Steve, it isn't just those attributes that make these wines so desirable, it's a proven track record of quality. These wines are all the things you mention, but on top of that they have proven to be among the best made wines in the world for many, many years. I would point out that there are a number of grand cru wines that despite their high price and scarcity do not sell well at all. The problem is that they do not have the same perceived high standard of quality that Petrus, Lafite Rothchild, Romani Conti and Latour have (to name but a few).

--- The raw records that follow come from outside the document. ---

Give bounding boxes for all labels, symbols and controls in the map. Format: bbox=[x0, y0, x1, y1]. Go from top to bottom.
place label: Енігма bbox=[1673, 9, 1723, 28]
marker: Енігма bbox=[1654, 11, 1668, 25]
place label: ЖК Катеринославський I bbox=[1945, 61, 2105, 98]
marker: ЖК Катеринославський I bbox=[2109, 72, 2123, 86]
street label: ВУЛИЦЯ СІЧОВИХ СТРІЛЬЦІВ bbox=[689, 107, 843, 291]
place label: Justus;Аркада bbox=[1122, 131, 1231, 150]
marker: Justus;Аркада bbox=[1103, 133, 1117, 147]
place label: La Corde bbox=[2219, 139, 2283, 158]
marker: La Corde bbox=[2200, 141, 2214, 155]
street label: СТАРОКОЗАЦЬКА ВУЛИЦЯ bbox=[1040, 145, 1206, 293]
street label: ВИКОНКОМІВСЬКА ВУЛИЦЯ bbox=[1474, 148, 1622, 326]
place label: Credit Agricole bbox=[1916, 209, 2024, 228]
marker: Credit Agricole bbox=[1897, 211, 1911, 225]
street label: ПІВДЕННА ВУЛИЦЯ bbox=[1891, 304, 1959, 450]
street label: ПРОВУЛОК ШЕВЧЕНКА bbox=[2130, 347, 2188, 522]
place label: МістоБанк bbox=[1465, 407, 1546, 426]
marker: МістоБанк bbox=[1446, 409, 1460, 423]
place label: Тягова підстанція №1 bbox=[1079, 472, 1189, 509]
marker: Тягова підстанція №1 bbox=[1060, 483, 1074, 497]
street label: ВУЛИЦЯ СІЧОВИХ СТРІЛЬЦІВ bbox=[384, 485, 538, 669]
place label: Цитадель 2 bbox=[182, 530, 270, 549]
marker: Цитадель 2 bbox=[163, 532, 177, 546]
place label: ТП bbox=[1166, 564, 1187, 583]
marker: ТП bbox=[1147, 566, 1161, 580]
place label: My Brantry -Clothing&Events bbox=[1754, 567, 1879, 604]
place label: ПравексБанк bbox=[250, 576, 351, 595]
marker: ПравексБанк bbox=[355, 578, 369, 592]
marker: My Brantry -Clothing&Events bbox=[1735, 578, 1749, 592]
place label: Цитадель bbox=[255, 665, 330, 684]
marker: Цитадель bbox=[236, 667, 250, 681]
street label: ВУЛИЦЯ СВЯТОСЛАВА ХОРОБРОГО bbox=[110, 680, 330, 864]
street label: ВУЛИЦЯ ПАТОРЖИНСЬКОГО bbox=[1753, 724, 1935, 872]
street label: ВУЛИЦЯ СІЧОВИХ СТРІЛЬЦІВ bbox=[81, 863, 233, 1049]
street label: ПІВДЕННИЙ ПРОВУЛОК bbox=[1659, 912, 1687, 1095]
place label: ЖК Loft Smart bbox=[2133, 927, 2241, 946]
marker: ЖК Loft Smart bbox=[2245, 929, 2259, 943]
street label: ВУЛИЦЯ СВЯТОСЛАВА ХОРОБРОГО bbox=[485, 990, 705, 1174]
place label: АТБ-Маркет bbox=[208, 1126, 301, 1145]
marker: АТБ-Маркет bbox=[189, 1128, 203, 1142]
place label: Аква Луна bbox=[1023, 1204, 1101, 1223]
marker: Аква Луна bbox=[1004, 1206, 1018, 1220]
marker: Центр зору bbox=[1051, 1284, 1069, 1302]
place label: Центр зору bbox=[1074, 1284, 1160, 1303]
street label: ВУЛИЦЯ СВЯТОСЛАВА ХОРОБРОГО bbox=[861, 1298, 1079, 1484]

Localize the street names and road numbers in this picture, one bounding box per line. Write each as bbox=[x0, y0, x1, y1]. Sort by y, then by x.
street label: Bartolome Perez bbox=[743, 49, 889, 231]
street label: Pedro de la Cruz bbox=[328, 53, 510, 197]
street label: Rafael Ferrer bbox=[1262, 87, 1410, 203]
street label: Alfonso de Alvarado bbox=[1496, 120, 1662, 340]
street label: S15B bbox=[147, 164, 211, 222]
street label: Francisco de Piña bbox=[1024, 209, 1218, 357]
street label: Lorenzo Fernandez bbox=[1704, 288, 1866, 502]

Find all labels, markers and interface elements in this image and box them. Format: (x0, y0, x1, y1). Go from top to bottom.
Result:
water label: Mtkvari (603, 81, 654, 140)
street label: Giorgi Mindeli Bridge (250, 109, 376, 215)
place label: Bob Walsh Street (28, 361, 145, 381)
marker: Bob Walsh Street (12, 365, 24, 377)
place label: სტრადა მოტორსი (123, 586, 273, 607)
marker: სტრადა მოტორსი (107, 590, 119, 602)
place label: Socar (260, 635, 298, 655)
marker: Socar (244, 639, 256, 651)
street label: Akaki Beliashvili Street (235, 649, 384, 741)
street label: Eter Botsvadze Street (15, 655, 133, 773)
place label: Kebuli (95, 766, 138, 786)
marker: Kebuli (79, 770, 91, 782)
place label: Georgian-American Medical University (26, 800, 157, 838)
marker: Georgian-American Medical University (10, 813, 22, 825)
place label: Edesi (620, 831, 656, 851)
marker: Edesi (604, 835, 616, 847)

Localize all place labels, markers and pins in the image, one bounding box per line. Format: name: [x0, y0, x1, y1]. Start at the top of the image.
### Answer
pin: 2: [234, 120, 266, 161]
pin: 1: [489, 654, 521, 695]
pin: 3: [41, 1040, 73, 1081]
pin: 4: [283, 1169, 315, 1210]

Admittedly, there are a number of wineries that try to sell their wine solely by creating a false impression. I used to live in California, and almost weekly I would receive a brochure from a new winery trying to push some new Russian River Pinot Noir or Caneros Zinfandel for a very high price. These wineries would have absolutely no track record to fall back on, but would try to sell pinot noir from new vines for $50 a bottle and up. Just as you seem to recommend, they would put a high price tag on their wines so everyone could tell "this is a fine bottle of wine." In my opinion, this practice breeds only snobbery and ignorance. We had people buying wine who know nothing about it's quality, and wee buying it solely because it was expensive and thereby difficult to come by.

Personally, I don't like the idea of buying or selling wine based on this philosophy. As a result, I also dislike the idea of buying or selling beer based on the same principle. In my opinion, the people who paid $100 or more for Samuel Adams Utopia are nothing more than a bunch of snobbish jackasses. Is this really how the craft beer industry wants to market its products? Do they want to sell their product to a bunch of idiots who know nothing about beer, but think they are getting something special because it's expensive and scarce; or would they rather sell their beer to a wide variety of customers, who buy their product and are willing to pay a few dollars more because it is well made and satisfying (regardless of how much of it is made). Frankly Steve, I'm a bit surprised you would want to hop on board the Utopia band wagon, and encourage the making of more expensive and inaccessible beers.

I usually find myself in agreement with most of your ideas when it comes to beer, but not this time. I for one would rather base my beer purchasing on a proven track record quality, and not on only perceived quality. I'm surprised to hear you do not feel the same way.
- John Michaelsen

 

Speaking as one who has been fortunate enough to taste some of the best in the wine world, and the best in the beer world, let me say that it jazzes me a little bit to even contemplate a beer list, let alone one that has prices that approach, say, a Giocondi house wine swill, for the best beers in the world?

My palate does not care if the source of fermentable sugar was from sucrose in grapes or converted starch. Is the beverage of the best class available? If so, I will pay for the experience/privilege of enjoying it. No problem.
- Jeff Pinhey

I would like to thank everyone who took the time to write in on this issue, and also on the other controversy of the month - the promotion of American Beer Month by Michelob Amber Bock. (Please see 'Bright Beer' for details.) We may not necessarily agree on the means, but we stand as one on the objective: the promotion and appreciation of quality, craft-brewed beer.